Stored data entries:
□ □ □

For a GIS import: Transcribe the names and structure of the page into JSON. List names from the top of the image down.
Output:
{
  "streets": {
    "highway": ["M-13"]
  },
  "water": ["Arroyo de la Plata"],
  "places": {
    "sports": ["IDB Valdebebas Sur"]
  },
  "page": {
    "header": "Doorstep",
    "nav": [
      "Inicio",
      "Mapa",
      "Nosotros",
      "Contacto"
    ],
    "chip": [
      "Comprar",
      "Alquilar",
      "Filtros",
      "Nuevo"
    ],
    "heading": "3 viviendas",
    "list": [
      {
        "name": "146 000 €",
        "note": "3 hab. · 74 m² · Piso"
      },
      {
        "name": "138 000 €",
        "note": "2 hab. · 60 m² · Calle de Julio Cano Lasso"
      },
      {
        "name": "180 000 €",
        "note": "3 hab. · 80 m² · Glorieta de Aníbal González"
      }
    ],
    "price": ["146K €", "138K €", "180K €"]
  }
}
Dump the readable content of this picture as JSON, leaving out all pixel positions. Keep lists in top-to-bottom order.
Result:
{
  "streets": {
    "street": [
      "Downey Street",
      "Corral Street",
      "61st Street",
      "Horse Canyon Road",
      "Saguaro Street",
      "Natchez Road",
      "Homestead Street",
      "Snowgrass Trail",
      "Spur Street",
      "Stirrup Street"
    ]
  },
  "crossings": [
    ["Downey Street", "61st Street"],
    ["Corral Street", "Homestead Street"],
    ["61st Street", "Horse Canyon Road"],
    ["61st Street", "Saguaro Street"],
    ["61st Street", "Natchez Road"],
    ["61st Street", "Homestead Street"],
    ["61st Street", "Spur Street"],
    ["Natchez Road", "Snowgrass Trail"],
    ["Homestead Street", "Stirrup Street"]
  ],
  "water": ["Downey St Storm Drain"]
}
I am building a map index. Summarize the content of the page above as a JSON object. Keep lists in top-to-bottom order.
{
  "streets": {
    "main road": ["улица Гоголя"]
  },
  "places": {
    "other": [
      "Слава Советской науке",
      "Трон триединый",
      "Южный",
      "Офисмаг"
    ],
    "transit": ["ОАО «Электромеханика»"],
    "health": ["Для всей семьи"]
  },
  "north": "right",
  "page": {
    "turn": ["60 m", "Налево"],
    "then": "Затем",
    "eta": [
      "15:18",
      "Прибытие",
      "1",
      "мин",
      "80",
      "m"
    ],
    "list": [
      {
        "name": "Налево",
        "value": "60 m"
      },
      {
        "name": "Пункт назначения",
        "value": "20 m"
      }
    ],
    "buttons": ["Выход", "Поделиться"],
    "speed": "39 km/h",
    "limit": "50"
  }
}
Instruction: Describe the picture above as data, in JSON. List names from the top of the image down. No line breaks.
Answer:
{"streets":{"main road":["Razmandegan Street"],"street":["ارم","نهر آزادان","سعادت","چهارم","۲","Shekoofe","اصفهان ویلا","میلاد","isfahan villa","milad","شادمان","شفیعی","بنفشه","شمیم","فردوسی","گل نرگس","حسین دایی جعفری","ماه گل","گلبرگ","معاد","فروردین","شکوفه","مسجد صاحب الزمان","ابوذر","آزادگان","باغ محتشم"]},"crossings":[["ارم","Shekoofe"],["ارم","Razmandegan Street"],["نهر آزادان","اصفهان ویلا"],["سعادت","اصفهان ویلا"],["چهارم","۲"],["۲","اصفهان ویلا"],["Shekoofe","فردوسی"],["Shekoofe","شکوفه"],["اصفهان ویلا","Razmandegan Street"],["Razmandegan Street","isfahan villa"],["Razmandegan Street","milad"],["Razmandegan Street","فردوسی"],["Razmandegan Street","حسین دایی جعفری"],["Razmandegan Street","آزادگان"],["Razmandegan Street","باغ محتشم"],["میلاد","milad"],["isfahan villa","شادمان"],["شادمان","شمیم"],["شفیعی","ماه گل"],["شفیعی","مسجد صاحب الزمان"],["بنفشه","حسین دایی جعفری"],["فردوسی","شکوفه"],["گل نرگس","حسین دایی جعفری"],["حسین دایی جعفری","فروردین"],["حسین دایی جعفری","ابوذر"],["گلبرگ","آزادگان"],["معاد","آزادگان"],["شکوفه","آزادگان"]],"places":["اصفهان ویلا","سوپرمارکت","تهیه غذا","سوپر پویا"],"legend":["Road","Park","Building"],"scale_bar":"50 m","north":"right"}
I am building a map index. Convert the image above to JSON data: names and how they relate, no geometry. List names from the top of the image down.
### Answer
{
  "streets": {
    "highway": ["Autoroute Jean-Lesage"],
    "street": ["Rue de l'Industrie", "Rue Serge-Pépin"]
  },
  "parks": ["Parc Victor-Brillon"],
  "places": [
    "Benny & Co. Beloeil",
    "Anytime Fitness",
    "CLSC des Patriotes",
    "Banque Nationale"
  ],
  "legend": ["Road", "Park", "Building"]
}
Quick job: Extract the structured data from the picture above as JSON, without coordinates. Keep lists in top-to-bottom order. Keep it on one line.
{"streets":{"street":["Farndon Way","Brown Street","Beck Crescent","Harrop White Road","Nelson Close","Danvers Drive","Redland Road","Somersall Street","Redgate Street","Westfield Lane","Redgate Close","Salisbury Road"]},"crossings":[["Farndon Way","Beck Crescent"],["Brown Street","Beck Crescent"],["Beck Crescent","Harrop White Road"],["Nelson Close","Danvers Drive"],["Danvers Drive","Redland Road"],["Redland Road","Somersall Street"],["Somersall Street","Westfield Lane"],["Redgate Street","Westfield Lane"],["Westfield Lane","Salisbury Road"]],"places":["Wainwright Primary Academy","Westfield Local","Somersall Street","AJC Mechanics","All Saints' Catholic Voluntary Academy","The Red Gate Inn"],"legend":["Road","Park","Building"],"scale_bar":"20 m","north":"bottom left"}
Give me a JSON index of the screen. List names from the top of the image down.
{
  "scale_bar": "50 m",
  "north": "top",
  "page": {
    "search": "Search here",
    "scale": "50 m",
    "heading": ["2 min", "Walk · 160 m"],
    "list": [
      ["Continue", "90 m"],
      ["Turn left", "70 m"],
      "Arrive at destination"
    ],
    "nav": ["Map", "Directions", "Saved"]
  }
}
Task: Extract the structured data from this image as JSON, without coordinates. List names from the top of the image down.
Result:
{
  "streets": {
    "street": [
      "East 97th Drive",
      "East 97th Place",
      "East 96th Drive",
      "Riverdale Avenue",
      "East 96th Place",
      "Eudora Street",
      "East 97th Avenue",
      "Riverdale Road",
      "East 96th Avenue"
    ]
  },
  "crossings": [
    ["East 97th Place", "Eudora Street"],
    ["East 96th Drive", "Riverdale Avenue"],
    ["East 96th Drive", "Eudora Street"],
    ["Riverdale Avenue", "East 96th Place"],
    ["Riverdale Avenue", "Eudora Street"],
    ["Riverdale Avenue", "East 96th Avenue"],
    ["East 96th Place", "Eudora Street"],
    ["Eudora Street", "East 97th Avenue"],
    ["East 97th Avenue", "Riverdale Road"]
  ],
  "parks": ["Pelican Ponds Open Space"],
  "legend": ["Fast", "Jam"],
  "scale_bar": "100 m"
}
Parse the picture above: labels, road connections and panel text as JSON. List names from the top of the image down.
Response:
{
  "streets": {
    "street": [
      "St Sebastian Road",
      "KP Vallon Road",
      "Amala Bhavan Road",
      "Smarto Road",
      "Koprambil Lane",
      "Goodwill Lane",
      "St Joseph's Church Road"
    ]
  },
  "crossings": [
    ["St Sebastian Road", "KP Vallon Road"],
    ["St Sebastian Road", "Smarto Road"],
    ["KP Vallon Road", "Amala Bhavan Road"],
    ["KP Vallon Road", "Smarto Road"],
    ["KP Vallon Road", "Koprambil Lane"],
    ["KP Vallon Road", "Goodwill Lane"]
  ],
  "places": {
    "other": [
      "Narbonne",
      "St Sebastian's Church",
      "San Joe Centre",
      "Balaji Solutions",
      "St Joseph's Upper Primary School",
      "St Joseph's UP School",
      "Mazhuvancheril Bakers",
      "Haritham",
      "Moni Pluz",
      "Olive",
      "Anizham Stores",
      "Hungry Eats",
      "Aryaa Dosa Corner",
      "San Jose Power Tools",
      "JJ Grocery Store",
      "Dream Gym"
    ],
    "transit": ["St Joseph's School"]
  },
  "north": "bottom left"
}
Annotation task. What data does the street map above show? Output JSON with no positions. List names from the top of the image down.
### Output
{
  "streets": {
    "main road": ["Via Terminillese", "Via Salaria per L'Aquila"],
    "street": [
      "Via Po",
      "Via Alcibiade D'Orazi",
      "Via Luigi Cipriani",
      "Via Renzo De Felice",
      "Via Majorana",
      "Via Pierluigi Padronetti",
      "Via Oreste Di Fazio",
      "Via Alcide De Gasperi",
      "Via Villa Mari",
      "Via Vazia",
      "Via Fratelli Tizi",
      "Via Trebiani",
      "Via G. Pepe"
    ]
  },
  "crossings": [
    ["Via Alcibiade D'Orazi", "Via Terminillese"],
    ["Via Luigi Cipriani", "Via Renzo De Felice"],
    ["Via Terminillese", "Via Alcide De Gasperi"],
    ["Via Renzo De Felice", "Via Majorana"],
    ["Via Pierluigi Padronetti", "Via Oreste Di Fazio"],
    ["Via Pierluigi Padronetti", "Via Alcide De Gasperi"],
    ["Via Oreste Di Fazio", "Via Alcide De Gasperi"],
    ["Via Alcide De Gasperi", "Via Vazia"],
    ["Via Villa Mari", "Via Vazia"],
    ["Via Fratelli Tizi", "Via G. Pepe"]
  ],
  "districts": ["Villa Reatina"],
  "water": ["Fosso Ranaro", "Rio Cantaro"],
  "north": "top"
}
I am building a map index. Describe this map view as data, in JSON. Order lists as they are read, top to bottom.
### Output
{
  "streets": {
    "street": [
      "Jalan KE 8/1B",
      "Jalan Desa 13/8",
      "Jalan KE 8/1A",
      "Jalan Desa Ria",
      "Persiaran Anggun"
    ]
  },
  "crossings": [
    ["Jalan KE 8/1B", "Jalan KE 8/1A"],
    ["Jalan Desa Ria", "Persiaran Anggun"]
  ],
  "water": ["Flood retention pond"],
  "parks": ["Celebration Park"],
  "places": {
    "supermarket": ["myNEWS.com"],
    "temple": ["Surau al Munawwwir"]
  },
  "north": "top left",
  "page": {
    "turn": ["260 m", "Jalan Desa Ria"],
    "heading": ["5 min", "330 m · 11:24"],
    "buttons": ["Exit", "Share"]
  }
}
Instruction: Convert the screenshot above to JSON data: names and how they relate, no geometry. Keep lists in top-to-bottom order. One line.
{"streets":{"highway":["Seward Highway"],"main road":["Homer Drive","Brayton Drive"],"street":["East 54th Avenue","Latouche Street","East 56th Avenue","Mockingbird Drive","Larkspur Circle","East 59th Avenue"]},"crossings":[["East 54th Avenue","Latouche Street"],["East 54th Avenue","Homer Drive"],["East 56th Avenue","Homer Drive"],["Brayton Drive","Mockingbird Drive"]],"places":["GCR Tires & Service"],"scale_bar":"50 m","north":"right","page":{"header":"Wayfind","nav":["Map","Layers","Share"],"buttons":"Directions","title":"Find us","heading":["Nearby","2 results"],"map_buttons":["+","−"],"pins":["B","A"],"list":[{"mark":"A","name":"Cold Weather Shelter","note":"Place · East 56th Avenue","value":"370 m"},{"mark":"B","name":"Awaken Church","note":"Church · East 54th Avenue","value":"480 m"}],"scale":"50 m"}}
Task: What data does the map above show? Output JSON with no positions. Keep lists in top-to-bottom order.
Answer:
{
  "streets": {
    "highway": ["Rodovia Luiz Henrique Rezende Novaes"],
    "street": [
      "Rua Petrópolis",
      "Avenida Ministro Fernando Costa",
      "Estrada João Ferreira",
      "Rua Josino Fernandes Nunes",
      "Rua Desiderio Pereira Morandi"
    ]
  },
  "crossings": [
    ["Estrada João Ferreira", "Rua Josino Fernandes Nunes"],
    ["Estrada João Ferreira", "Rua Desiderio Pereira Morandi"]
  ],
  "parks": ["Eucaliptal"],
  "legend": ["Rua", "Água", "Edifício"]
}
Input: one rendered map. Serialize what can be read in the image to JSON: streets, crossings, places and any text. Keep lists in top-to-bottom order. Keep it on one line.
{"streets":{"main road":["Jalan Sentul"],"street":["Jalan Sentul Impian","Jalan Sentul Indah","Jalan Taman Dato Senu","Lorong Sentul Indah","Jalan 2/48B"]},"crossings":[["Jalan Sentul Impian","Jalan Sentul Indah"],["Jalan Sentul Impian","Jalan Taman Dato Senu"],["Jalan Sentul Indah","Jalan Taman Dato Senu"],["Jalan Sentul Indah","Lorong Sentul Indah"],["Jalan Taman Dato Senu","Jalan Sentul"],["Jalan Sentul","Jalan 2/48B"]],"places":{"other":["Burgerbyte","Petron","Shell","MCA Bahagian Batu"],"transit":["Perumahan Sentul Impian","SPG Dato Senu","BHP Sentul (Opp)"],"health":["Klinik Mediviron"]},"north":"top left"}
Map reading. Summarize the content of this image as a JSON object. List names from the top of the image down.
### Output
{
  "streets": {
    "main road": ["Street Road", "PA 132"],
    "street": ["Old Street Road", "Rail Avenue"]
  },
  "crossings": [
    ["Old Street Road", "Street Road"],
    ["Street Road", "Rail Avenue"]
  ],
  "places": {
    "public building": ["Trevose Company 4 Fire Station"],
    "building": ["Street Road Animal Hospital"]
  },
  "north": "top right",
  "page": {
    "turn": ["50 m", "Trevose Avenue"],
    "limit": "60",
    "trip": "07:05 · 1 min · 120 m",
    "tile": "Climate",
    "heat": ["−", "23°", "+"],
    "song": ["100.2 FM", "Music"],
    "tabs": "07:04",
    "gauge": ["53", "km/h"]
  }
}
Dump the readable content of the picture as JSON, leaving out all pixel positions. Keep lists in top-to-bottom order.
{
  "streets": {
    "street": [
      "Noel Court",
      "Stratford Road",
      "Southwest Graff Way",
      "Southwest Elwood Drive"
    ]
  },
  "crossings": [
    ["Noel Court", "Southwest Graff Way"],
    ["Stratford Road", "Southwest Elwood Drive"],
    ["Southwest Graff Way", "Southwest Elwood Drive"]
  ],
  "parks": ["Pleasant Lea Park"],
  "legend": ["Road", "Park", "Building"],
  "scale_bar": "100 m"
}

□ □ □

▶ [WHAT YOU NEED TO DO]: Could you return the lines in the entries above that contain "this"?

▶ [EXERCISE ANSWER]:
Dump the readable content of this picture as JSON, leaving out all pixel positions. Keep lists in top-to-bottom order.
Task: Extract the structured data from this image as JSON, without coordinates. List names from the top of the image down.
I am building a map index. Describe this map view as data, in JSON. Order lists as they are read, top to bottom.
Map reading. Summarize the content of this image as a JSON object. List names from the top of the image down.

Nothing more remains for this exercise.